I just had Kodi at the vet's yesterday to get his nails trimmed, and while he was there, we weighed him. He's not at all overweight and at 8 2/2 months he has reached 16 lbs. He's another big Hav. Neither of his parents were near this size full grown. I think his father is 11 lbs and his mother is 12, if I remember correctly. 

Probably it's because I'm used to his size, but I wouldn't want it any other way. More dog to hug!


----------



## Kathie (Jul 31, 2008)

Our Abby weighed 7.3 lbs. when we got her at 8 mos. and she weighed exactly the same thing a year later! So, I guess you can never tell! She has added another pound recently but I think it's because of too many snacks! We're cutting back on that!


----------



## KSC (Aug 6, 2009)

Kipling is 8 months and 12 lbs and now that I think back I remember he was 10 lbs when we neutered at 6 months.


----------



## newhavaneselover (Nov 25, 2009)

Well I feel kinda better.
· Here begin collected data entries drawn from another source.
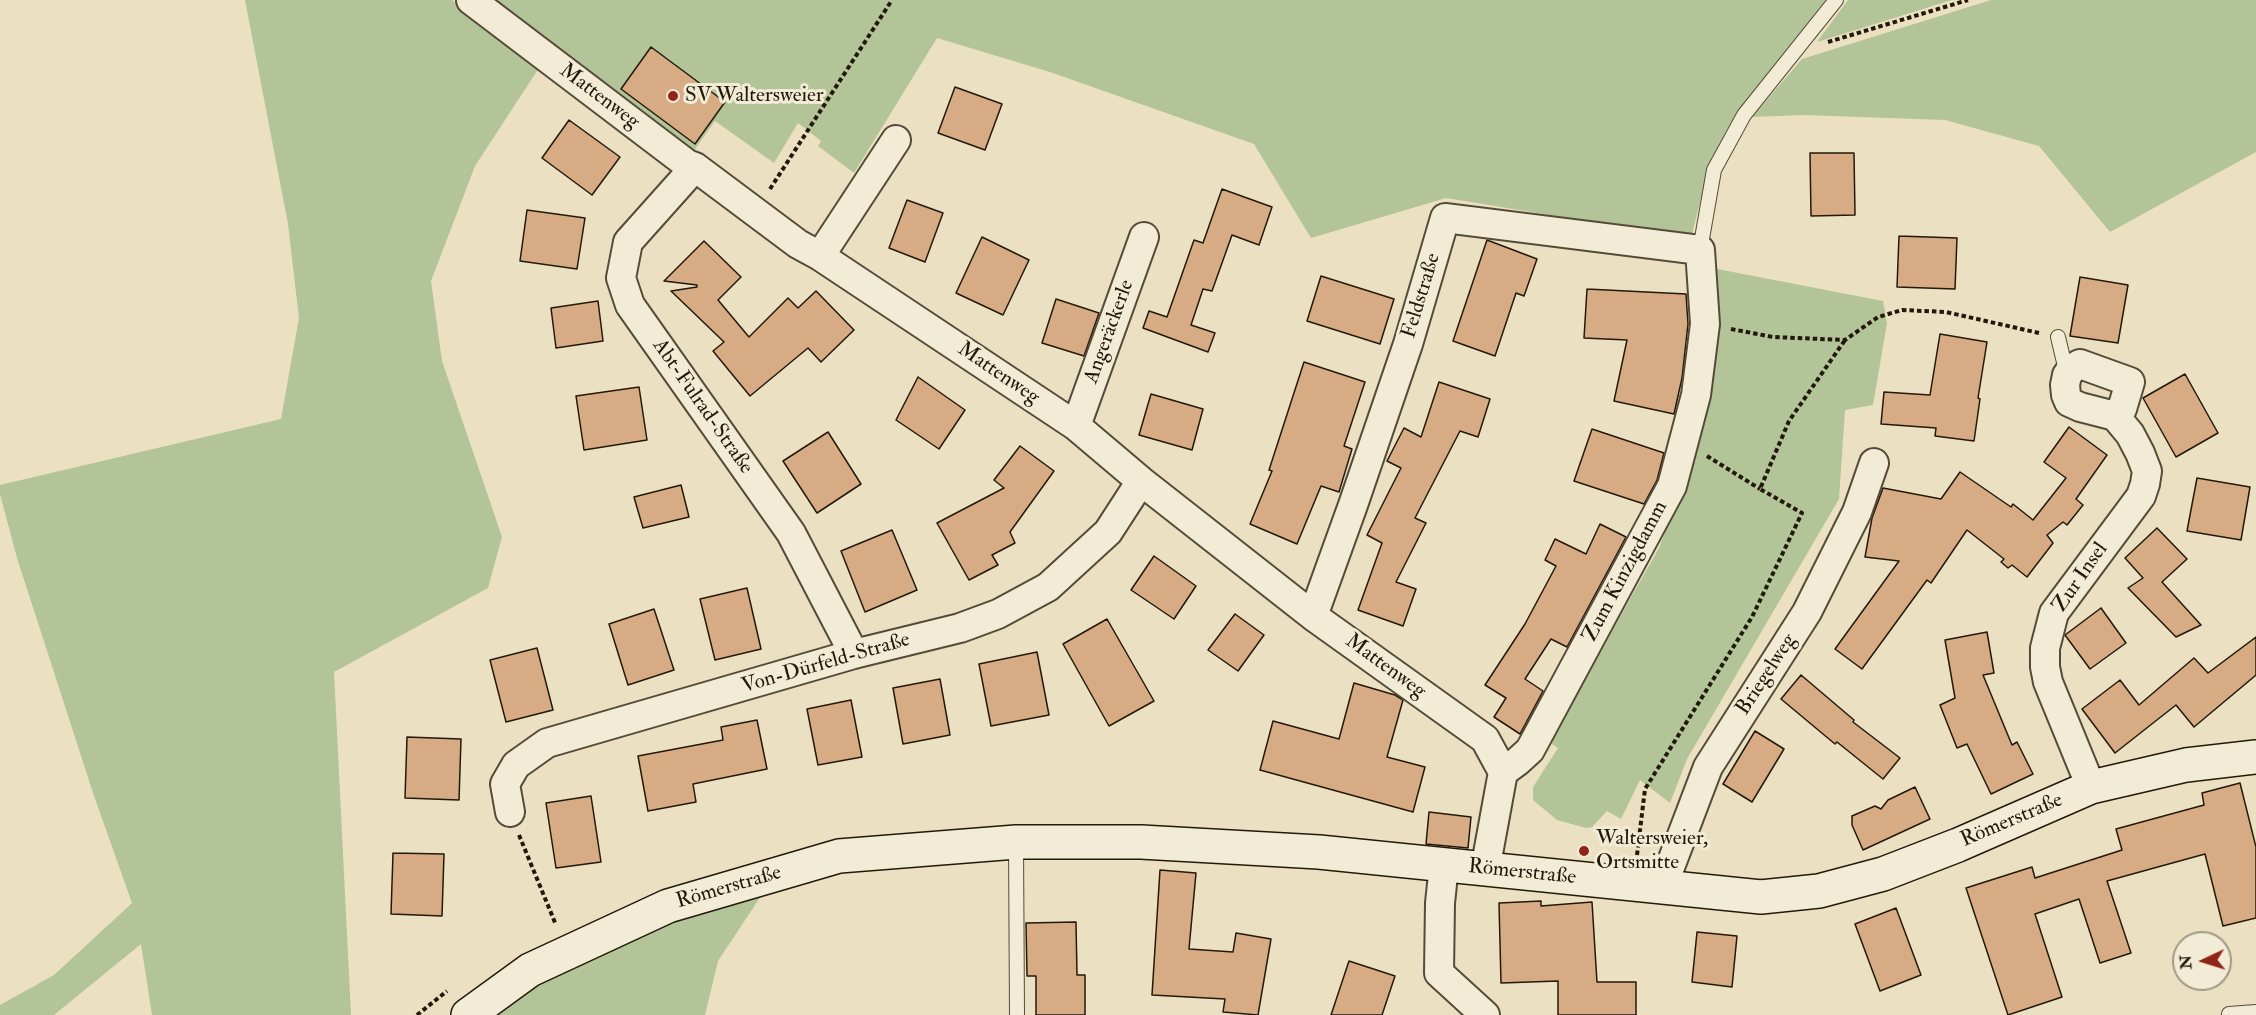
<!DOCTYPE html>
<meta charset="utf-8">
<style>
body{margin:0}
#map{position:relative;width:2256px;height:1015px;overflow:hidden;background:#ebe1c2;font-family:"IM FELL Double Pica",serif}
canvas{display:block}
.north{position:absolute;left:2172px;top:931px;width:60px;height:60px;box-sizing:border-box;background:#f2ecd7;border:2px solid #9f9885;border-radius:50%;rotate:266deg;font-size:16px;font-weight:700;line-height:24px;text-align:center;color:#23190b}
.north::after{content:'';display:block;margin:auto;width:21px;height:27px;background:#8f2418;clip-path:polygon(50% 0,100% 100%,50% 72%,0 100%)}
</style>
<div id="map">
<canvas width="2256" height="1015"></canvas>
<div class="north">N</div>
</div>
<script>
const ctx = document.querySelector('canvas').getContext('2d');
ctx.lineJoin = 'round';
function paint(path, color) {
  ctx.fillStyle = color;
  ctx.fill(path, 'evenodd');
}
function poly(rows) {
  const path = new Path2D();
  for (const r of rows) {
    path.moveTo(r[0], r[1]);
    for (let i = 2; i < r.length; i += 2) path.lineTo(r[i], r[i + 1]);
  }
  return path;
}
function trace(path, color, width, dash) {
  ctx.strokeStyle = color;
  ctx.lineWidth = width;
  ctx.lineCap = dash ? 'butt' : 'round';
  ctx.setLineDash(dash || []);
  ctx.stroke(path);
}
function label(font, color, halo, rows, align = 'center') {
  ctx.font = font + ' "IM FELL Double Pica",serif';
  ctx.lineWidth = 6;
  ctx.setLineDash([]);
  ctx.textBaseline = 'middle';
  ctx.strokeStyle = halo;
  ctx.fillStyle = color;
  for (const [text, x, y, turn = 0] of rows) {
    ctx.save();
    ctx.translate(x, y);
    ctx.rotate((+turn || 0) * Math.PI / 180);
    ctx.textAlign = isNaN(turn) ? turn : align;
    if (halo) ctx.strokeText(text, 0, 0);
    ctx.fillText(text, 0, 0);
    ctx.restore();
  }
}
paint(poly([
 [245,0,452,0,539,68,475,166,431,281,442,361,502,537,488,588,334,672,351,1015,152,1015,141,944,54,1015,0,1015,0,1005,54,975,132,903,94,796,17,558,0,494,0,485,281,419,299,318,288,224],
 [484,0,1830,0,1727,129,1707,174,1691,238,1446,198,1311,238,1254,144,1050,72,937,38,854,173,818,146,821,141,798,123,774,163,715,121,693,152],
 [1848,0,1952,0,1817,42],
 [1991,0,2256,0,2256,152,2110,232,2039,146,1945,120,1804,115,1752,117,1802,59],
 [1712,268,1883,301,1887,323,1873,405,1845,410,1839,499,1687,759,1670,803,1640,780,1621,819,1607,811,1592,827,1586,828,1557,820,1533,800,1533,787,1558,748,1549,742,1659,548,1691,462],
 [761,896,718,961,705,1015,487,1015,594,953,734,900]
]), '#b2c498');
const building = poly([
 [651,47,725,102,695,144,621,89,651,47],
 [955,87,1002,104,985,150,938,133,955,87],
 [569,120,620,157,592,195,542,158,569,120],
 [1810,153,1854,153,1855,215,1811,216,1810,153],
 [1222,189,1272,207,1259,245,1232,235,1212,291,1203,289,1191,325,1215,333,1208,352,1143,328,1149,311,1167,317,1194,240,1203,243,1222,189],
 [907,200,943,213,925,262,889,248,907,200],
 [527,210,585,218,577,269,520,261,527,210],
 [1899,236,1957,238,1955,289,1897,287,1899,236],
 [982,237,1029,260,1003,315,956,293,982,237],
 [1487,240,1537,259,1524,296,1516,293,1495,356,1453,341,1487,240],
 [704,241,741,277,718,300,749,337,788,298,798,308,816,291,854,330,821,362,808,348,750,396,713,351,724,342,671,291,697,287,697,285,664,281,704,241],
 [1321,276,1394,299,1380,344,1307,321,1321,276],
 [2080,277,2128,285,2118,343,2070,336,2080,277],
 [1587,289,1686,294,1688,324,1682,378,1674,414,1614,401,1627,340,1584,338,1587,289],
 [1056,299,1099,313,1084,356,1042,343,1056,299],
 [598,301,603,341,556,348,551,308,598,301],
 [1940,334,1987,342,1978,398,1980,399,1974,441,1935,436,1936,428,1881,424,1884,392,1930,395,1940,334],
 [1304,362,1365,382,1344,446,1352,449,1339,492,1321,486,1297,544,1250,524,1272,471,1269,470,1304,362],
 [2185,374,2218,433,2176,457,2143,398,2185,374],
 [918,377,965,410,939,449,896,420,918,377],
 [1439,382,1490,399,1478,437,1460,431,1415,518,1426,523,1396,582,1416,589,1403,626,1358,610,1382,543,1367,535,1401,468,1387,461,1404,428,1421,437,1439,382],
 [639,387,647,440,584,450,576,396,639,387],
 [1151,394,1203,409,1192,450,1139,435,1151,394],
 [2069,427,2107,455,2076,499,2083,505,2067,525,2063,522,2047,535,2053,543,2027,577,2012,565,2008,568,2001,562,2004,559,1967,530,1931,583,1927,580,1862,669,1835,649,1899,561,1865,557,1872,518,1883,488,1941,499,1960,472,2011,507,2013,504,2033,520,2066,478,2044,462,2069,427],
 [1592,429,1664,453,1657,480,1644,504,1574,481,1592,429],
 [828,432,861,484,817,513,783,461,828,432],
 [1020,446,1054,471,1010,532,1015,543,992,555,998,565,969,580,937,523,1004,488,994,480,1020,446],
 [2197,478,2250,487,2241,540,2187,531,2197,478],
 [681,485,689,517,643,528,634,497,681,485],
 [1600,524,1626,537,1567,647,1551,639,1525,679,1543,691,1520,734,1494,717,1506,698,1485,685,1525,624,1556,566,1545,560,1555,539,1586,554,1600,524],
 [2157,528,2187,559,2162,582,2201,625,2176,637,2128,588,2143,578,2125,558,2157,528],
 [892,530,917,590,865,612,841,551,892,530],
 [1154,556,1196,586,1174,619,1131,590,1154,556],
 [747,588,761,649,715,660,700,599,747,588],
 [2101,608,2126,643,2090,669,2065,635,2101,608],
 [654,609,674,670,628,685,609,624,654,609],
 [1235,614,1264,635,1238,671,1208,650,1235,614],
 [1107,619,1154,701,1109,726,1063,644,1107,619],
 [1987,632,1994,673,1983,675,2012,745,2017,742,2033,774,1991,794,1967,744,1957,748,1940,705,1955,698,1945,640,1987,632],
 [2256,637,2256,675,2194,727,2176,705,2115,753,2082,709,2120,680,2139,705,2194,658,2208,673,2256,637],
 [537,648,553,710,506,722,490,660,537,648],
 [1037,652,1049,715,991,726,979,664,1037,652],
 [1801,675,1854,720,1853,722,1900,758,1883,779,1837,742,1835,744,1781,699,1801,675],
 [940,679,950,735,903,744,893,688,940,679],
 [1354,683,1395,695,1403,700,1387,757,1425,767,1413,812,1260,770,1273,721,1339,739,1354,683],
 [851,700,862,757,818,765,807,709,851,700],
 [757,720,767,769,693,784,696,802,648,811,638,756,723,740,721,727,757,720],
 [1755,731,1784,749,1752,802,1723,784,1755,731],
 [407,737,461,739,459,800,405,798,407,737],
 [2240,783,2256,847,2256,918,2223,926,2205,854,2107,881,2131,953,2100,963,2079,899,2035,914,2062,997,2008,1015,1966,888,2032,867,2035,878,2122,850,2116,829,2204,805,2202,793,2240,783],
 [1915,787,1930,819,1863,850,1852,825,1852,816,1875,806,1881,809,1888,800,1915,787],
 [591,796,601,862,556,868,546,803,591,796],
 [1429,812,1471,817,1468,848,1426,844,1429,812],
 [393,853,444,854,442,916,391,914,393,853],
 [1160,870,1196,873,1189,949,1233,952,1236,933,1271,939,1258,1015,1223,1012,1225,999,1152,995,1160,870],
 [1541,901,1541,906,1592,902,1597,982,1636,982,1636,1015,1558,1015,1558,981,1501,983,1499,903,1541,901],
 [1896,908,1921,975,1880,991,1855,924,1896,908],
 [1076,922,1077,975,1085,975,1085,1015,1036,1015,1036,976,1027,976,1026,923,1076,922],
 [1697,932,1737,936,1732,987,1692,982,1697,932],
 [1349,961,1395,976,1382,1015,1331,1015,1349,961]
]);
paint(building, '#d7ab84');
trace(building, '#23190b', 1.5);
const lane = poly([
 [1700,250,1714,170,1744,115,1836,0],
 [2058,337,2067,375],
 [1016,842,1017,1015],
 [2229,1014,2256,1012]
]);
const street = poly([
 [471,0,687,164,695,167,798,244,820,256,1076,426,1141,481,1313,616,1485,739,1503,772],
 [695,167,628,242,621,278,630,305,791,533,854,654],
 [820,256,896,140],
 [2080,364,2130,382,2122,409,2115,416,2080,407,2069,402,2066,395,2065,385,2067,375,2073,368,2080,364],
 [1076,426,1144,237],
 [1313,616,1353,505,1408,344,1445,218,1700,250,1705,324,1696,395,1672,486,1530,750,1518,761,1503,772,1485,870],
 [2091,787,2048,682,2045,667,2045,648,2054,613,2141,496,2145,484,2147,471,2140,453,2130,434,2115,416],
 [510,812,505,784,516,765,547,743,854,654,960,628,998,614,1048,587,1108,532,1141,481],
 [1444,865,1440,903,1439,973,1485,1015],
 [1662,888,1708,767,1807,612,1857,512,1874,463]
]);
const secondary = poly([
 [468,1015,530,970,668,906,839,856,1016,842,1141,842,1319,852,1761,897,1819,891,1883,874,1958,845,2091,787,2186,765,2256,757]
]);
trace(lane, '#554b39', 16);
trace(street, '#554b39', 32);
trace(secondary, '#23190b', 36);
trace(poly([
 [1828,42,1968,0],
 [770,189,892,0],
 [1731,329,1773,337,1845,340,1878,317,1902,310,1946,312,2039,333],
 [1707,456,1760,489],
 [519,835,556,925],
 [1637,855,1645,789,1752,617,1802,513,1760,489,1789,421,1845,340],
 [417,1015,447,991]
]), '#23190b', 4, [4.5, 3]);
trace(lane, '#f2ecd7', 14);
trace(street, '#f2ecd7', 28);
trace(secondary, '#f2ecd7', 33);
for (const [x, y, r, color] of [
 [673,96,6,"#8f2418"],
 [1584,851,6,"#8f2418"]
]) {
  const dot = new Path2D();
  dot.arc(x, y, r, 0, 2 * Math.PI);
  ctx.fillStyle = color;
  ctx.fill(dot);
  trace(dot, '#f2ecd7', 2);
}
label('21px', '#23190b', '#f2ecd7', [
 ["SV Waltersweier",685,96],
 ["Waltersweier,",1596,839],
 ["Ortsmitte",1596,863]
], 'left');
label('21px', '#23190b', '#f2ecd7', [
 ["Mattenweg",599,97,37],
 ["Feldstraße",1422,296,-73],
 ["Angeräckerle",1110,332,-70],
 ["Mattenweg",998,374,34],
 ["Abt-Fulrad-Straße",702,407,55],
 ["Zum Kinzigdamm",1626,572,-62],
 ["Zur Insel",2081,578,-55],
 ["Von-Dürfeld-Straße",826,664,-16],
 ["Mattenweg",1385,667,36],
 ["Briegelweg",1767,675,-57],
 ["Römerstraße",2012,821,-23],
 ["Römerstraße",1522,873,6],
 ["Römerstraße",729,888,-16]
]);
</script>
Ginger just got weighed in at 6.8 lbs at 12 weeks.


----------



## marltonmommy (Aug 28, 2009)

All three of mine are completely different. Skippy is my small one, he's only 11.5 lbs. He eats what he eats and won't eat a thing more. He's happy and healthy. Jaime is just perfect at about 15 lbs., I have to stop her from eating, she'd eat all three bowls if she had the chance. Sunshine is my big girl, but by no means fat or overweight. She's 18 lbs., very solid and very happy and healthy. They all get the same amount of food and treats, however, Skippy usually leaves alittle left in the bowl. I do think, if I remember correctly, Sunshine was pretty big at 5 or 6 months, I believe she was about 9 lbs. Thank God all mine are happy, healthy guys who get alot of exercise, love and playtime and therefore very 'normal'.


----------



## Luciledodd (Sep 5, 2009)

I got Rosie at 4 months, she weighed 2.5 pounds. The Vet didn't think she would get over 5 lbs. Now at 10 months she weighs 8.4lbs. I think she will reach the 10 lb standard. I know I was shocked when I went to get her at her size, I was expecting a much larger puppy and almost didn't take her--supposedly her size was why the breeder decided to sell her. She didn't think she would ever reach standard size, so you just don't know with these dogs.


----------



## Beamer (Jan 29, 2007)

My Beamer is almost up to 13lbs right now. He is putting on his winter weight as he is not getting much outdoor exercise...lol.. During the warmer months he is 11-12lbs.
He was 2.9lbs at 14wks old when we got him.

Ryan


----------



## lfung5 (Jun 30, 2007)

That old thread needs to be updated. My boys Fred and Mr Scuds grew more! They are now 16 and 17lbs. They are on diets, as they should weight 15 & 16 lbs. There is no weight standard for havanese.


----------



## lfung5 (Jun 30, 2007)

Beamer said:


> My Beamer is almost up to 13lbs right now. He is putting on his winter weight as he is not getting much outdoor exercise...lol.. During the warmer months he is 11-12lbs.
> He was 2.9lbs at 14wks old when we got him.
> 
> Ryan


My Freddie was only 2.8 lbs at 12 weeks. He kept growing up until he was 2 yrs old.


----------



## Scooter's Family (May 23, 2008)

Scooter is almost 2 and he's 9-10 pounds, Murphy is a year old and he's right at 9 pound, Gracie is 9 months old and a little over 10 pounds. They all eat the exact same thing. I think it's just a guess until they stop growing.


----------



## galaxie (Dec 1, 2009)

Roscoe is 16 weeks and weighed in a 6.02 lbs yesterday at the vet. I was shocked!! I can't believe he grew over a pound in two weeks. I hope he doesn't get too big, I would like him to stay a little smaller than Maddie and be around 12-14 lbs (so he can still go on plane rides easily) but as long as he is healthy I'm happy!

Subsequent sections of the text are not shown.